Some lay the blame for the failure of competition in the high-technology economy on misguided antitrust enforcement, which has been captured by economic arguments that equate consumer welfare with low market prices. There are calls to replace this consumer welfare standard with alternative approaches that allow a broader consideration of the effects of policies on dimensions other than price, such as jobs, privacy, inequality, and the concentration of political power.
A focus on consumer welfare has been a stabilizing influence for antitrust enforcement. Alternative goals are often less precise or they admit policies that do not benefit consumers in the near term or in the more distant future. The main thesis of this book is that antitrust enforcement has to change to address challenges to competition in the high-technology economy, and that positive change can occur without sacrificing a focus on consumer welfare. The answer is to move from price-centric to innovation-centric competition policies. The transition will require a different emphasis in antitrust enforcement, different analytical approaches, and substantive changes to methodologies and presumptions that have been adopted by the courts that enforce the antitrust laws.
Antitrust agencies have taken steps to address innovation in their enforcement decisions. In 1993, General Motors (GM) proposed to sell its Allison Transmission Division to ZF Friedrichshafen AG. The companies were two of the worlds largest manufacturers of automatic transmissions for large trucks, buses, and other commercial and military vehicles. At the time, I was the Deputy Assistant Attorney General for Economics in the Antitrust Division at the US Department of Justice (DOJ). There were serious concerns in the Division about the transaction, but they did not fit into the usual enforcement boxes. Although Allison and ZF competed in Europe, ZF was only a minor manufacturer of medium- and heavy-duty automatic transmissions for vehicles sold in the US. Because ZF had a small share of sales in the US, the transaction was unlikely to have a very large effect on the prices paid by US customers.
But lawyers and economists in the Antitrust Division had a different concern: The merger (technically, an acquisition of GMs Allison Division by ZF),) The GM-ZF transaction, if allowed to occur, would have denied US buyers the benefits of new or improved products that both GMs Allison Division and ZF would have had an incentive to develop if they remained independent.
The DOJ challenged the proposed merger. The complaint emphasized harm to innovation as well as traditional adverse price effects. In its complaint, the Antitrust Division defined an innovation market, which included Allison and ZF as two of the most important competitors engaged in research and development (R&D) for automatic transmissions used in large trucks, buses, and other commercial and military vehicles, and alleged that the merger would create a near-monopoly in the innovation market and reduce incentives to innovate. The parties abandoned their proposed merger in response to the complaint.

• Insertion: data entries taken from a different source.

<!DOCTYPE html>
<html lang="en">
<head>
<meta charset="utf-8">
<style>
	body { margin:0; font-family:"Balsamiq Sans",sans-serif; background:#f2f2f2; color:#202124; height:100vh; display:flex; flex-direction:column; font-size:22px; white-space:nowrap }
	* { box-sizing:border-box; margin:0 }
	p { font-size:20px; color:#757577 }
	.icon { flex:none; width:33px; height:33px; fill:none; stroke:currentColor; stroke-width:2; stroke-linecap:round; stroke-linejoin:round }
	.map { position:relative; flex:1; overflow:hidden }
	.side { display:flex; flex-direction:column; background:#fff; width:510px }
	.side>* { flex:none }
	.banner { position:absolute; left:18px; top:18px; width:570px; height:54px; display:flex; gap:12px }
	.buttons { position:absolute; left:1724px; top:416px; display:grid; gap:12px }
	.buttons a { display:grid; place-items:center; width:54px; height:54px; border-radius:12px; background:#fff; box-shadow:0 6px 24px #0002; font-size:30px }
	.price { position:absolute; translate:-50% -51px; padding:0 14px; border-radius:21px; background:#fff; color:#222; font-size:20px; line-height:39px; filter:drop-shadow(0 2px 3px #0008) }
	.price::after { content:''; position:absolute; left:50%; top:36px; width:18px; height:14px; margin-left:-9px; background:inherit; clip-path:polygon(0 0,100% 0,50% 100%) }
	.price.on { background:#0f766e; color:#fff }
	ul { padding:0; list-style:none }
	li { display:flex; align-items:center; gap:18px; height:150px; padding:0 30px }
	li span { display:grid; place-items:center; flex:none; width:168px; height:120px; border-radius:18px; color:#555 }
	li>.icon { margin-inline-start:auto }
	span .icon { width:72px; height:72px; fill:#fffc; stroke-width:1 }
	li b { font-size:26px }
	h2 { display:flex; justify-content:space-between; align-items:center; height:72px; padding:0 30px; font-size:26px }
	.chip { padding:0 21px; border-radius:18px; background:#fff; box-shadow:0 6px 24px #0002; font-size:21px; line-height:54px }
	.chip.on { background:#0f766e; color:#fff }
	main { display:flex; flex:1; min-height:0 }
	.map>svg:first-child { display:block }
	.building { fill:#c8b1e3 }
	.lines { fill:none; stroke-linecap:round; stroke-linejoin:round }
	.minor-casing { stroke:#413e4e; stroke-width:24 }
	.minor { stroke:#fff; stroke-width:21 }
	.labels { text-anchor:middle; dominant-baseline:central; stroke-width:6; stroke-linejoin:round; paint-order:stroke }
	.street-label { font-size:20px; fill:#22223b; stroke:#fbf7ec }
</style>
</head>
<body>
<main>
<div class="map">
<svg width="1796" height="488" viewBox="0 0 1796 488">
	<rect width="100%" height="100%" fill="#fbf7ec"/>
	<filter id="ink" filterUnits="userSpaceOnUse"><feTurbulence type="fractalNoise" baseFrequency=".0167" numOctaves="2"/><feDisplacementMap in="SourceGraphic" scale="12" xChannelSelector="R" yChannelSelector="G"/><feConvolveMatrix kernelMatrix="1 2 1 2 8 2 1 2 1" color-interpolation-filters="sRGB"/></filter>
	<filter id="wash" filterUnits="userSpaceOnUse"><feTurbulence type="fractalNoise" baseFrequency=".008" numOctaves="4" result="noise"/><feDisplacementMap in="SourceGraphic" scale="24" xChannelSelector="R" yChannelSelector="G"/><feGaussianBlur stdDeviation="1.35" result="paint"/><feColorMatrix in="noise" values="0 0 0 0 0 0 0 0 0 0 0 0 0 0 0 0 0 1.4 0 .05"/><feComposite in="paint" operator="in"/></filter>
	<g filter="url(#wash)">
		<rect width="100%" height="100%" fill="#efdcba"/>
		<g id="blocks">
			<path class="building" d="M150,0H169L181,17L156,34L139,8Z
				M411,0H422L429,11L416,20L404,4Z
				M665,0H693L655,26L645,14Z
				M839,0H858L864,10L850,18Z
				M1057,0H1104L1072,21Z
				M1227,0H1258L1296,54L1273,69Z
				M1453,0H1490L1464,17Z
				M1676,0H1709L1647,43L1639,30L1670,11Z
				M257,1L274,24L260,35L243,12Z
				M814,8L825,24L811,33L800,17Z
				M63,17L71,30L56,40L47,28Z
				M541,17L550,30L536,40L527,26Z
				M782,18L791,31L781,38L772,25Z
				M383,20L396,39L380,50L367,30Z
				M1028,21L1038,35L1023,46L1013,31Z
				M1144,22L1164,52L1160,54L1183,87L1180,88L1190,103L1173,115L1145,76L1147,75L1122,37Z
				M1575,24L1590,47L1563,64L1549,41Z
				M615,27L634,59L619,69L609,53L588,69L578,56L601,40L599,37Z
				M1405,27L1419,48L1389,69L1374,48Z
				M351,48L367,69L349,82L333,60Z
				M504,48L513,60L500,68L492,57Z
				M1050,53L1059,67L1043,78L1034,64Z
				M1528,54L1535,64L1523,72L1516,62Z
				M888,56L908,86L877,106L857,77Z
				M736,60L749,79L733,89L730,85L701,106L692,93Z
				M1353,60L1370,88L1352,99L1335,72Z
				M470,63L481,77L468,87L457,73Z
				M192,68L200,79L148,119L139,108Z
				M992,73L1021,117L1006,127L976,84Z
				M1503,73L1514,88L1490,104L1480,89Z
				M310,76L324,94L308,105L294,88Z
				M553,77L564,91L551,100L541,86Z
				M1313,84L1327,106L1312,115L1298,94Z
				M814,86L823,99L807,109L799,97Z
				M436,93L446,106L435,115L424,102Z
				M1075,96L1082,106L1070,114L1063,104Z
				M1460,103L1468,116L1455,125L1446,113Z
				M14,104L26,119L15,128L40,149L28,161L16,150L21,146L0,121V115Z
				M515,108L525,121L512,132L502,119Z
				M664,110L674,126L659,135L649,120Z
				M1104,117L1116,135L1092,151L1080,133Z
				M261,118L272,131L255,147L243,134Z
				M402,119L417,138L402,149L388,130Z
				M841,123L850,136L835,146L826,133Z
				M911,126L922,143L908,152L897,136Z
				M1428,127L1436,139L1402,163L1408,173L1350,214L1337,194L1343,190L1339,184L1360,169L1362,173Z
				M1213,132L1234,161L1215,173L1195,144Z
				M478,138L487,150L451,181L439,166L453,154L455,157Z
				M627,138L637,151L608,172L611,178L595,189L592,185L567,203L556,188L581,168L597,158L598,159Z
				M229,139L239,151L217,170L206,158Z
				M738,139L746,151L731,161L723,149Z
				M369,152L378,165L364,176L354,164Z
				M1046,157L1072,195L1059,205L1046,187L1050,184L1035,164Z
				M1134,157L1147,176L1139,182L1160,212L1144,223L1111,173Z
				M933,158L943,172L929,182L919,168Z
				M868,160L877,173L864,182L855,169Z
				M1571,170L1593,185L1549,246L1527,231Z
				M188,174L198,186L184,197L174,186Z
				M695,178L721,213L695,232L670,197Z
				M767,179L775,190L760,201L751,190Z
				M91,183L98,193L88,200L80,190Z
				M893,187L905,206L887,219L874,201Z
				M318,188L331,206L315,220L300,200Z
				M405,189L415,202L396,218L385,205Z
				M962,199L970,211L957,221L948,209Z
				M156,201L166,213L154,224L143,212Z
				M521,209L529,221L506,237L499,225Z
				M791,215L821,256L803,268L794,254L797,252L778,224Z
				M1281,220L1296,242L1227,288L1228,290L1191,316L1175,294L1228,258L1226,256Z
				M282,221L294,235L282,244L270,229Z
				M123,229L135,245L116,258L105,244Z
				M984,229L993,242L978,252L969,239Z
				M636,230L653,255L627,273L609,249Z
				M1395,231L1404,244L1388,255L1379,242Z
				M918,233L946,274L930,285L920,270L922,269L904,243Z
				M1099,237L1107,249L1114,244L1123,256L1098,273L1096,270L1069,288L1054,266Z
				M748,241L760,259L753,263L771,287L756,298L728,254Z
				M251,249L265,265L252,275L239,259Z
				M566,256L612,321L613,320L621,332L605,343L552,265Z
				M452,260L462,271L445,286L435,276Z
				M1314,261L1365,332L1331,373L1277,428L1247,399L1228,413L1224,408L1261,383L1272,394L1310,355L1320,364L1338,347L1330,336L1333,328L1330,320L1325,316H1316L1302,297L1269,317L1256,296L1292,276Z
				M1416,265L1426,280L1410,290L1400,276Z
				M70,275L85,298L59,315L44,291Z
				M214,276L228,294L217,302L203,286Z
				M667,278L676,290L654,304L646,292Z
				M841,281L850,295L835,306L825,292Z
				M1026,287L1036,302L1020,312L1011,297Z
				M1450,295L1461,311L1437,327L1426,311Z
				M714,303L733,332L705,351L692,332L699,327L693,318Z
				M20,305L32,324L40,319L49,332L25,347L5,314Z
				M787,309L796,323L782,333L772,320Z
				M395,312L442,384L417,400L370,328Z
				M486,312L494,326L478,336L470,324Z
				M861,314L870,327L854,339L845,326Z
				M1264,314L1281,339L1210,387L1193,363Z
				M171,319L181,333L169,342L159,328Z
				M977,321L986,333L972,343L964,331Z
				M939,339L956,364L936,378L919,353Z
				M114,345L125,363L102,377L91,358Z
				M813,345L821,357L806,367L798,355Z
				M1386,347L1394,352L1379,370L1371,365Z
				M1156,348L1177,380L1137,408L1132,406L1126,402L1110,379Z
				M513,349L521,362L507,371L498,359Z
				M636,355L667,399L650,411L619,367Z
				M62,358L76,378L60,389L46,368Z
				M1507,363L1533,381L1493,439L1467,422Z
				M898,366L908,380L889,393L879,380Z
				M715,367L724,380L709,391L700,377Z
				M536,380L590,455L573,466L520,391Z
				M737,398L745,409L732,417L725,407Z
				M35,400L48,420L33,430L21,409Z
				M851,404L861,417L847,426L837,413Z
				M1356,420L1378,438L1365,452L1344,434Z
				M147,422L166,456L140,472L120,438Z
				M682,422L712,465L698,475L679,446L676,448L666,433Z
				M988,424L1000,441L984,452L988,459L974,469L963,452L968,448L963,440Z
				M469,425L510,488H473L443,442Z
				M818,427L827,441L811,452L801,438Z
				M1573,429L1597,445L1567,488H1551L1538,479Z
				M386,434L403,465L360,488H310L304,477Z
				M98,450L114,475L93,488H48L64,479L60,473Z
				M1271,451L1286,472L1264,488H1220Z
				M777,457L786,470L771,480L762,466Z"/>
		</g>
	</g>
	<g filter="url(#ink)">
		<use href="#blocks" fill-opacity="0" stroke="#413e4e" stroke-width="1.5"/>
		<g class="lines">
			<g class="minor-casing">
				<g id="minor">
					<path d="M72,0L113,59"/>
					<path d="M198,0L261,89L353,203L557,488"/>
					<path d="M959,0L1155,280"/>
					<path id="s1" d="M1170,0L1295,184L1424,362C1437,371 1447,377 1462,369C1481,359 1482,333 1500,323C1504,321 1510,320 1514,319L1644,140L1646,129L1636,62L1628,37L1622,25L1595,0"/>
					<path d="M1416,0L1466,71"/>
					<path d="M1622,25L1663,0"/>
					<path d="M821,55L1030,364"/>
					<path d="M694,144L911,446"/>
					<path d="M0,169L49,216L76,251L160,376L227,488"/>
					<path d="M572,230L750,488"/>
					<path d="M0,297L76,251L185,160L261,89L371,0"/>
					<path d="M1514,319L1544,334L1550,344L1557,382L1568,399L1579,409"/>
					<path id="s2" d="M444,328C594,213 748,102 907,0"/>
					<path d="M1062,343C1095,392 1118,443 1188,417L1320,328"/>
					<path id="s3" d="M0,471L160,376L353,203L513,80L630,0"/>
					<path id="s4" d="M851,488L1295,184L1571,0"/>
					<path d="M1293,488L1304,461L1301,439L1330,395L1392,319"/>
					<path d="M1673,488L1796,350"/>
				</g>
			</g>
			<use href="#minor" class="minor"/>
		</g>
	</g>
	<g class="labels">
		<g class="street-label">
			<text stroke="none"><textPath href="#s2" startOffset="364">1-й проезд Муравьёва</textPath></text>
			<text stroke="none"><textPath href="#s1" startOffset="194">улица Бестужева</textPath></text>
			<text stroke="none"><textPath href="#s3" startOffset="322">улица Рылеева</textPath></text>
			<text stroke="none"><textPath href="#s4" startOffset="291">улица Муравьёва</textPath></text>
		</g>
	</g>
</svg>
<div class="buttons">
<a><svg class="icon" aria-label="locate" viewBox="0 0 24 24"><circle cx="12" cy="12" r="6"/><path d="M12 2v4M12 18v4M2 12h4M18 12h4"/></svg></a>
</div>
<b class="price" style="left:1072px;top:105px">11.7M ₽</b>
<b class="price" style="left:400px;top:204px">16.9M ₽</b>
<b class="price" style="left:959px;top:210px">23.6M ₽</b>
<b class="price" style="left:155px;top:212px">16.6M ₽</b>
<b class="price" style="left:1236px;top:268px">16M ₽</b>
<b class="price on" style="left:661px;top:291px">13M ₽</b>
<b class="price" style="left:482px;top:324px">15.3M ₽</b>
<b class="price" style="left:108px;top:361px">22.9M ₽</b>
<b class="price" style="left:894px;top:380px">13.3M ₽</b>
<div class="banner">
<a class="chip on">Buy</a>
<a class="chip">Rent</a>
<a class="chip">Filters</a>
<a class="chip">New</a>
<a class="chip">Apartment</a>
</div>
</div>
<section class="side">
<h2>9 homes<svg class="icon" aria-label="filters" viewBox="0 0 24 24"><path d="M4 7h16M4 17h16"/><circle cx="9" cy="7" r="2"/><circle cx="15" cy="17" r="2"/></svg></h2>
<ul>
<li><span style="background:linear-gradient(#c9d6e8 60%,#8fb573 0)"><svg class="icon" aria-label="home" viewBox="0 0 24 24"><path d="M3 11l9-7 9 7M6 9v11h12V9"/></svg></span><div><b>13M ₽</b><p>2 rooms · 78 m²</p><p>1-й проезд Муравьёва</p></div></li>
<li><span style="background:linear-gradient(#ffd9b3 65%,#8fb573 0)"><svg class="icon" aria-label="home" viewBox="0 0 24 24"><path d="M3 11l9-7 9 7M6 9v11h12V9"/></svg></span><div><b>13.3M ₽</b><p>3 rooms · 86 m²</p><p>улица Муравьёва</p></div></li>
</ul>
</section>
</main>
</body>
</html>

The GM-ZF merger challenge caused a stir in the staid antitrust community. Some accused the Antitrust Division of ignoring accepted antitrust principles by losing its traditional focus on price effects. Others railed that too little was known about innovation incentives to admit such concerns into the antitrust policy sphere. Despite these objections, the merger protected innovation incentives for automatic transmissions used in large trucks and buses, which is what we would expect today from developments in economic theory and empirical research on market structure and innovation.